**DATA FOR THE TASK:**
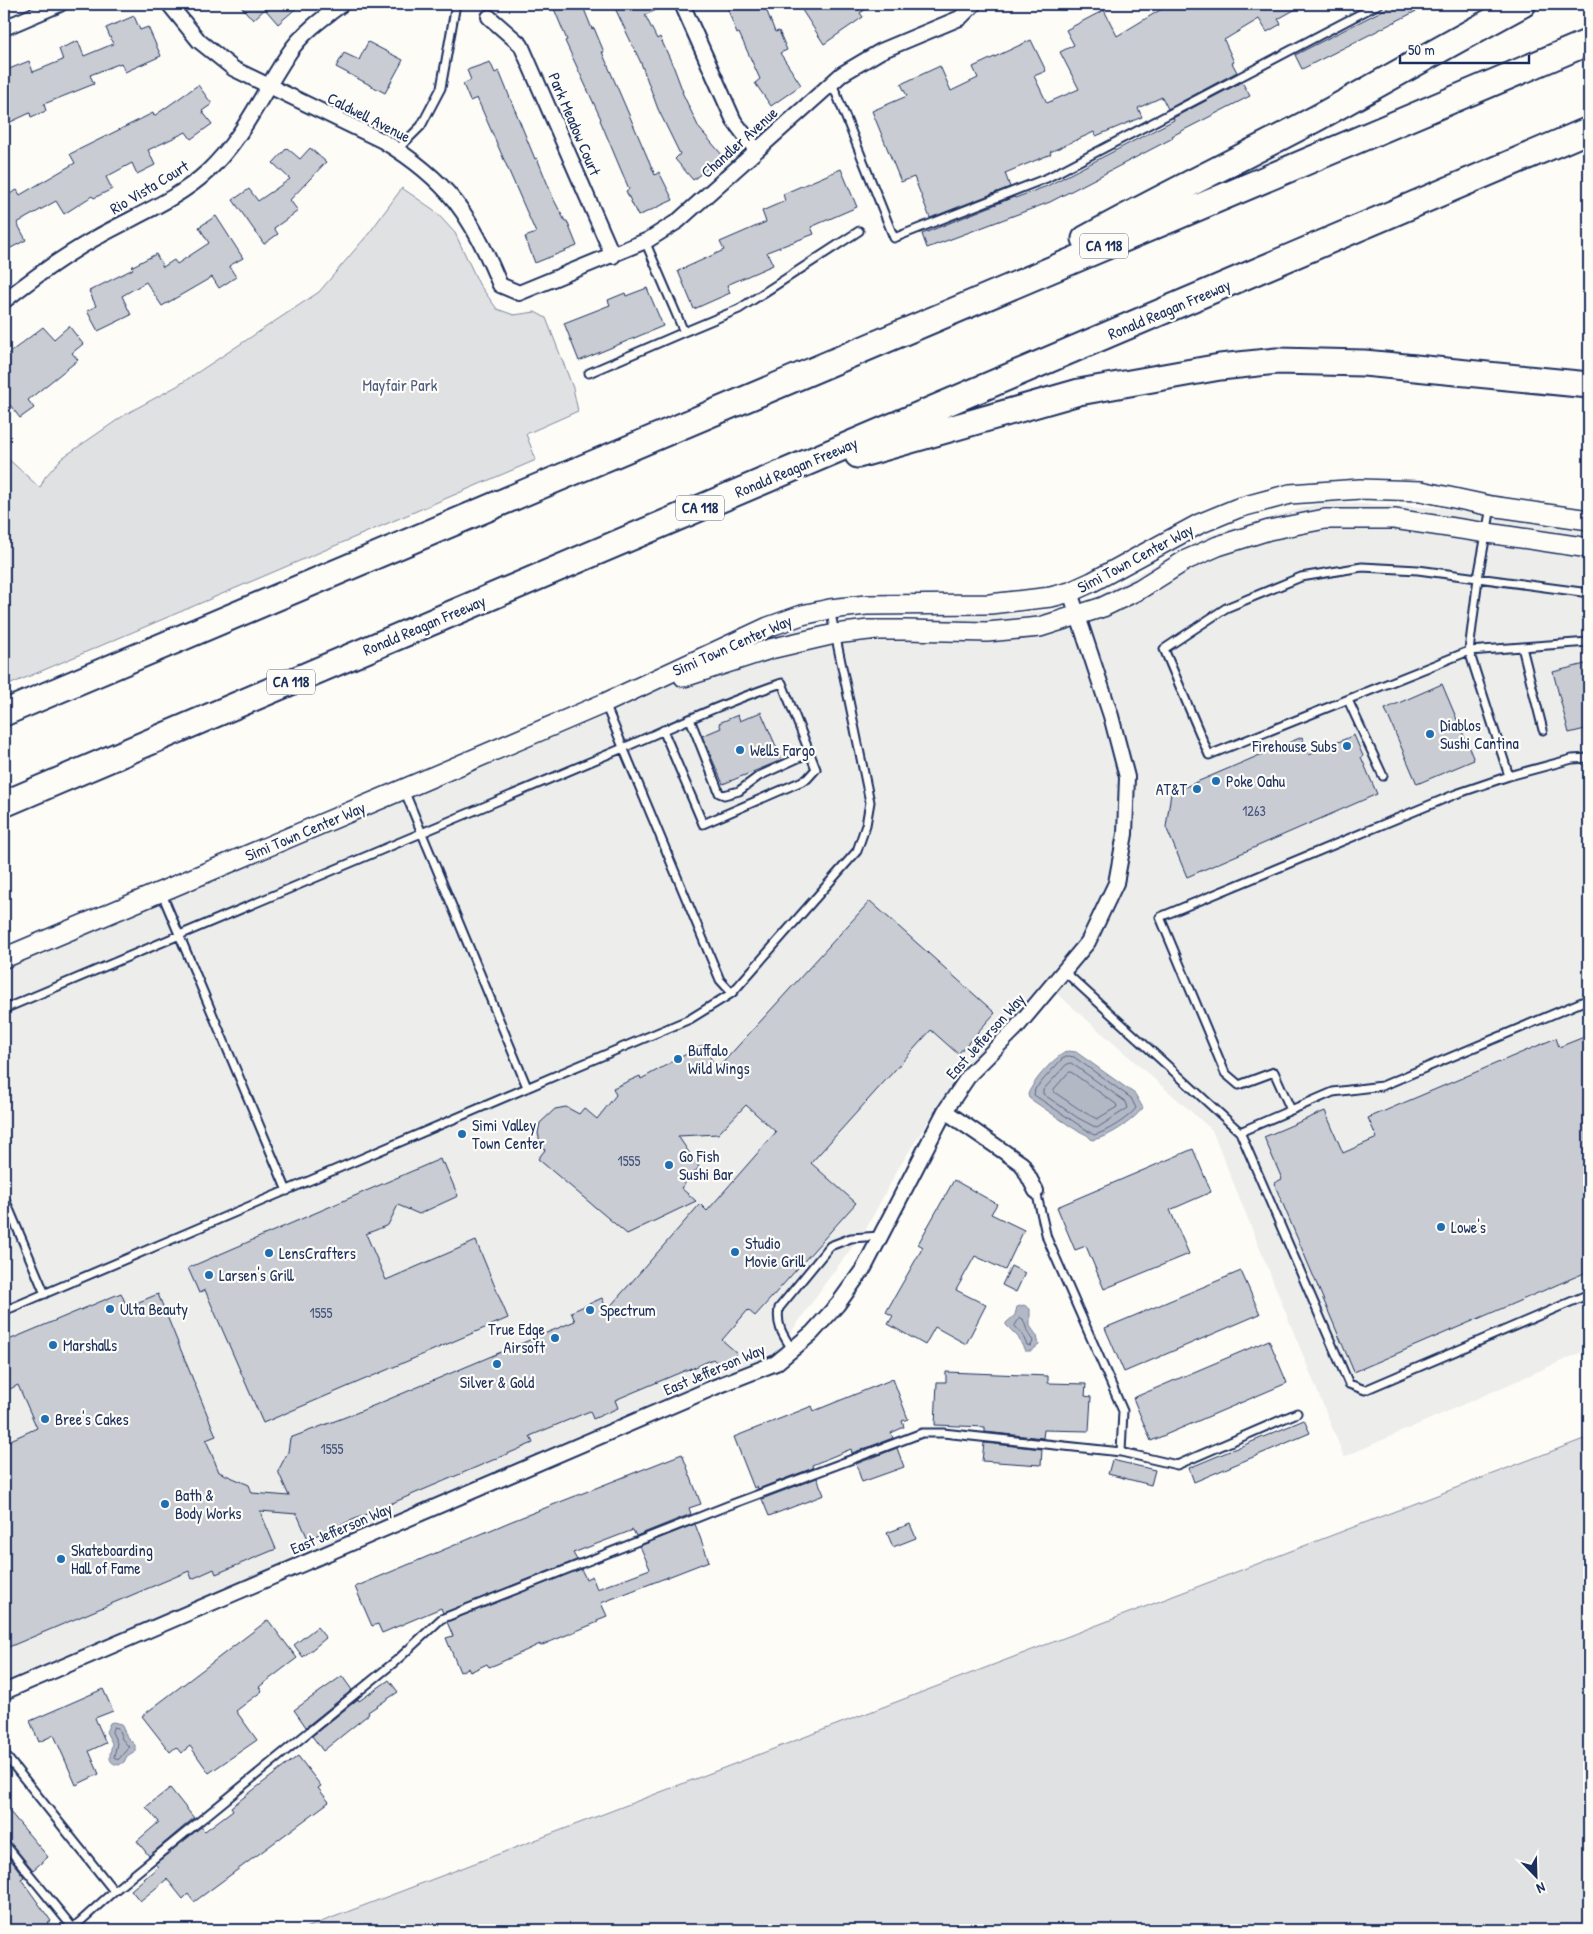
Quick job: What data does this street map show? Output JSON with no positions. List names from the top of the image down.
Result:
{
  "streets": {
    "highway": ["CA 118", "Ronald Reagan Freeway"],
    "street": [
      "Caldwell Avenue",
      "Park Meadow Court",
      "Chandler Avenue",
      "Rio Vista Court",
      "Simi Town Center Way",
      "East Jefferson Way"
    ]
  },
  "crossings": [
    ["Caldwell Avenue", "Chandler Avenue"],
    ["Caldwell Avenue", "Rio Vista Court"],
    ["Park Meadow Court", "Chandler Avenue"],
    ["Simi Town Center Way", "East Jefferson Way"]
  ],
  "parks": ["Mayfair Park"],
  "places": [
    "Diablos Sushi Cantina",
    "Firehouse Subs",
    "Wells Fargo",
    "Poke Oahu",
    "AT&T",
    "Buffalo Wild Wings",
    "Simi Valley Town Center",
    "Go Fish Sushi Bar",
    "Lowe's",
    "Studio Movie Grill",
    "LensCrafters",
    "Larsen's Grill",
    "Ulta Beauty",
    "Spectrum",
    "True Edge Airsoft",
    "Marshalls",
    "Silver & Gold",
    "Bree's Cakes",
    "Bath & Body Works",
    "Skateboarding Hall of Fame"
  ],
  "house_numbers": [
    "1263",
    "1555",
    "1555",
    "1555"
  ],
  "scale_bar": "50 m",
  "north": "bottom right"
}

---

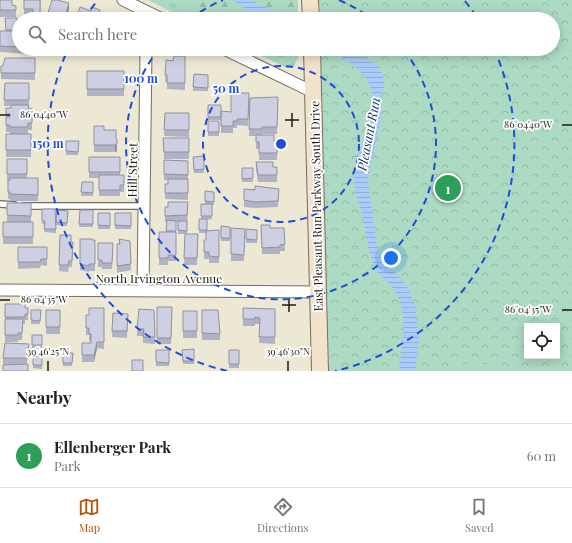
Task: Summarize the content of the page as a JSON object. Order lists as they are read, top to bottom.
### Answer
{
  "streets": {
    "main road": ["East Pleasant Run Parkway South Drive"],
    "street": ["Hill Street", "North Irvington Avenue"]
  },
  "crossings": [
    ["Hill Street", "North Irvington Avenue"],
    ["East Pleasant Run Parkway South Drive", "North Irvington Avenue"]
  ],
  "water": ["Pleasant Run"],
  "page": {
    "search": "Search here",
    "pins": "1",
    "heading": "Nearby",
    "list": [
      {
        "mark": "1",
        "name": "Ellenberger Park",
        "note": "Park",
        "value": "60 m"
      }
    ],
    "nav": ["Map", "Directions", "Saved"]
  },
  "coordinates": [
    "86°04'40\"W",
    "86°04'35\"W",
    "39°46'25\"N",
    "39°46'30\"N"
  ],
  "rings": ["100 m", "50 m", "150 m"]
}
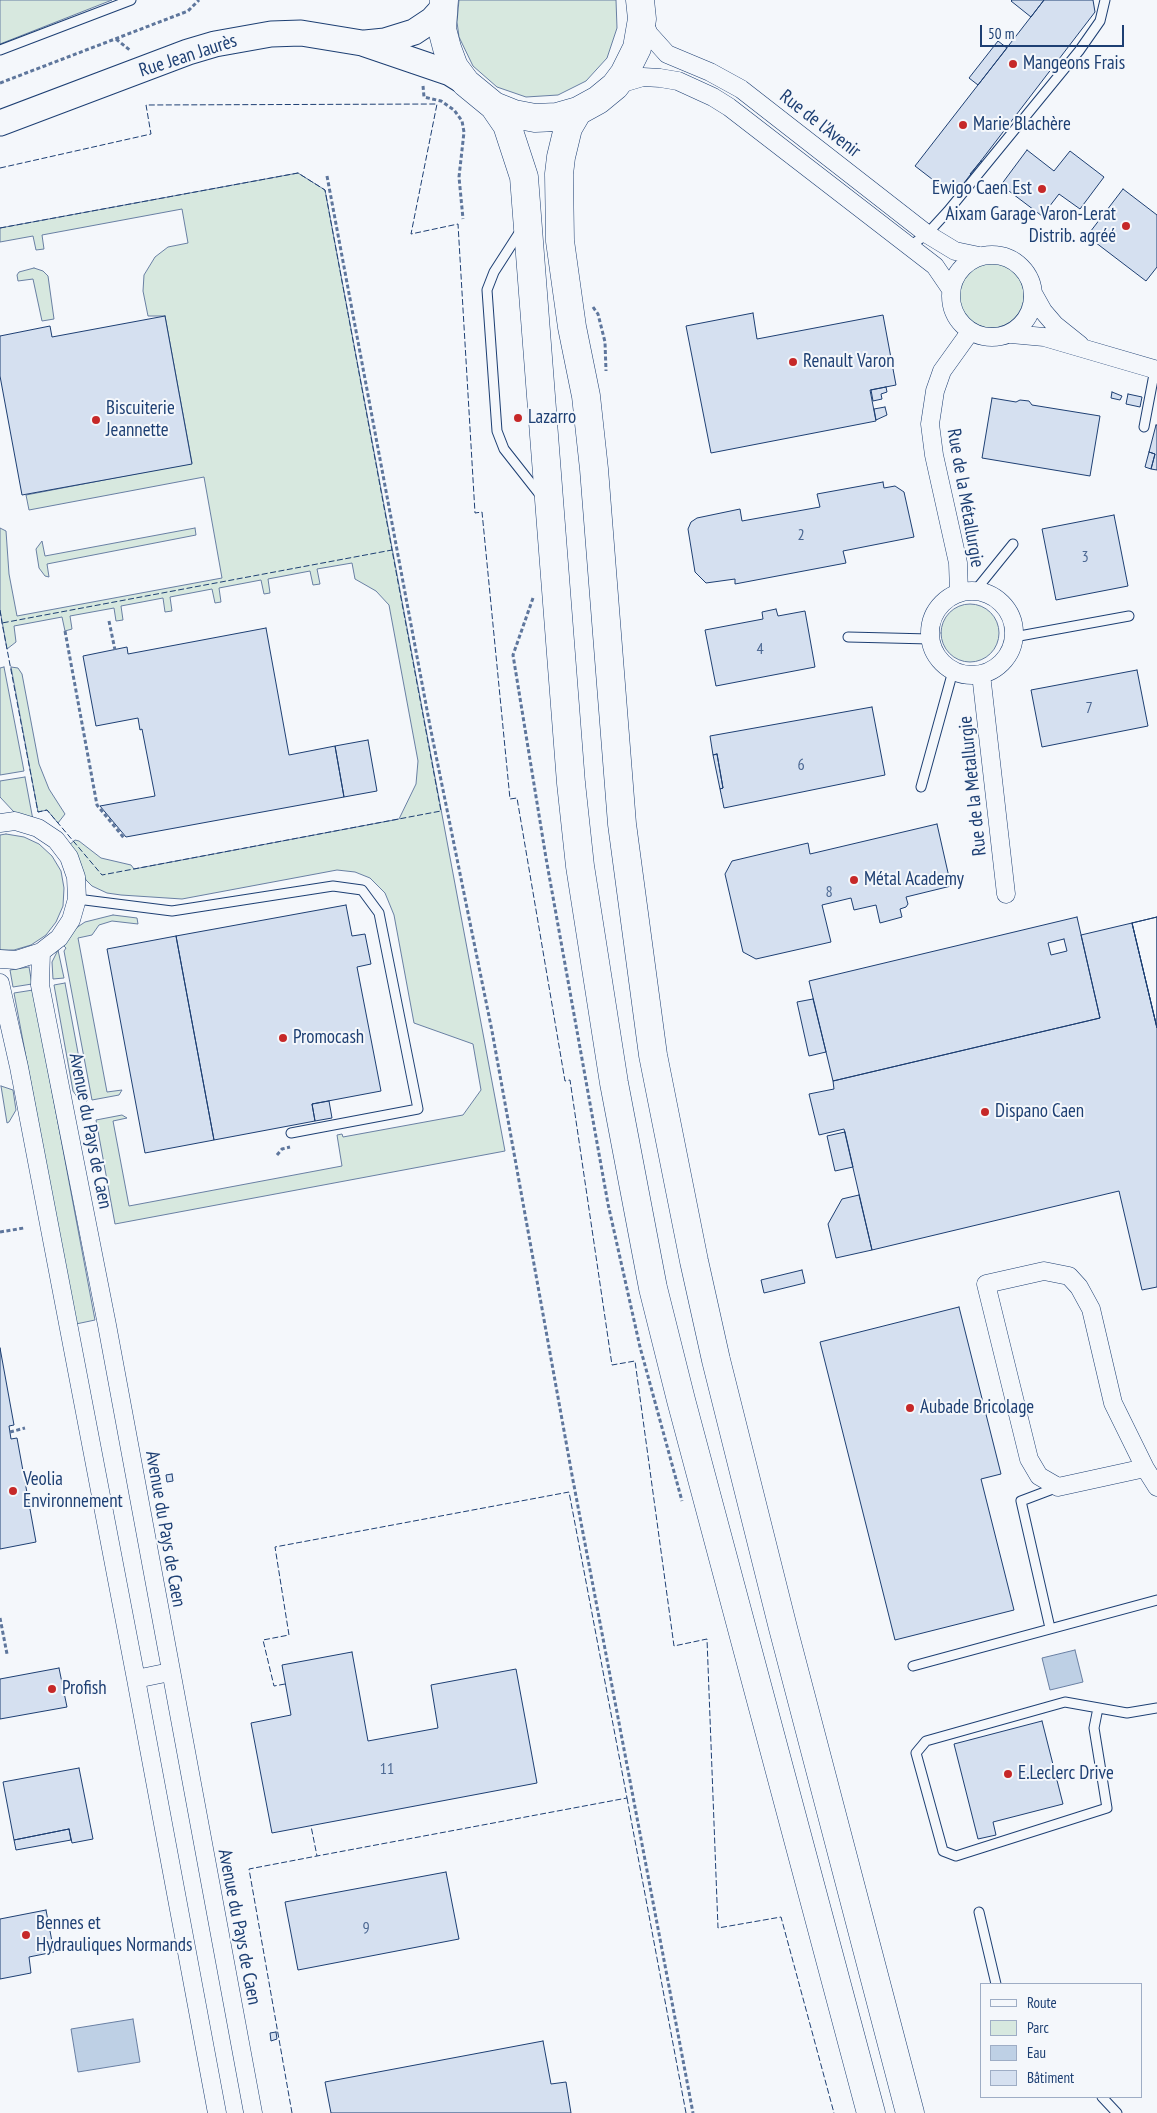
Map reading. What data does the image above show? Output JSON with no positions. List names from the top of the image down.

**WHAT IS EXPECTED:**
Among the lines above, find those carrying the word "with" and copy them out.

**REPLY:**
Quick job: What data does this street map show? Output JSON with no positions. List names from the top of the image down.
Map reading. What data does the image above show? Output JSON with no positions. List names from the top of the image down.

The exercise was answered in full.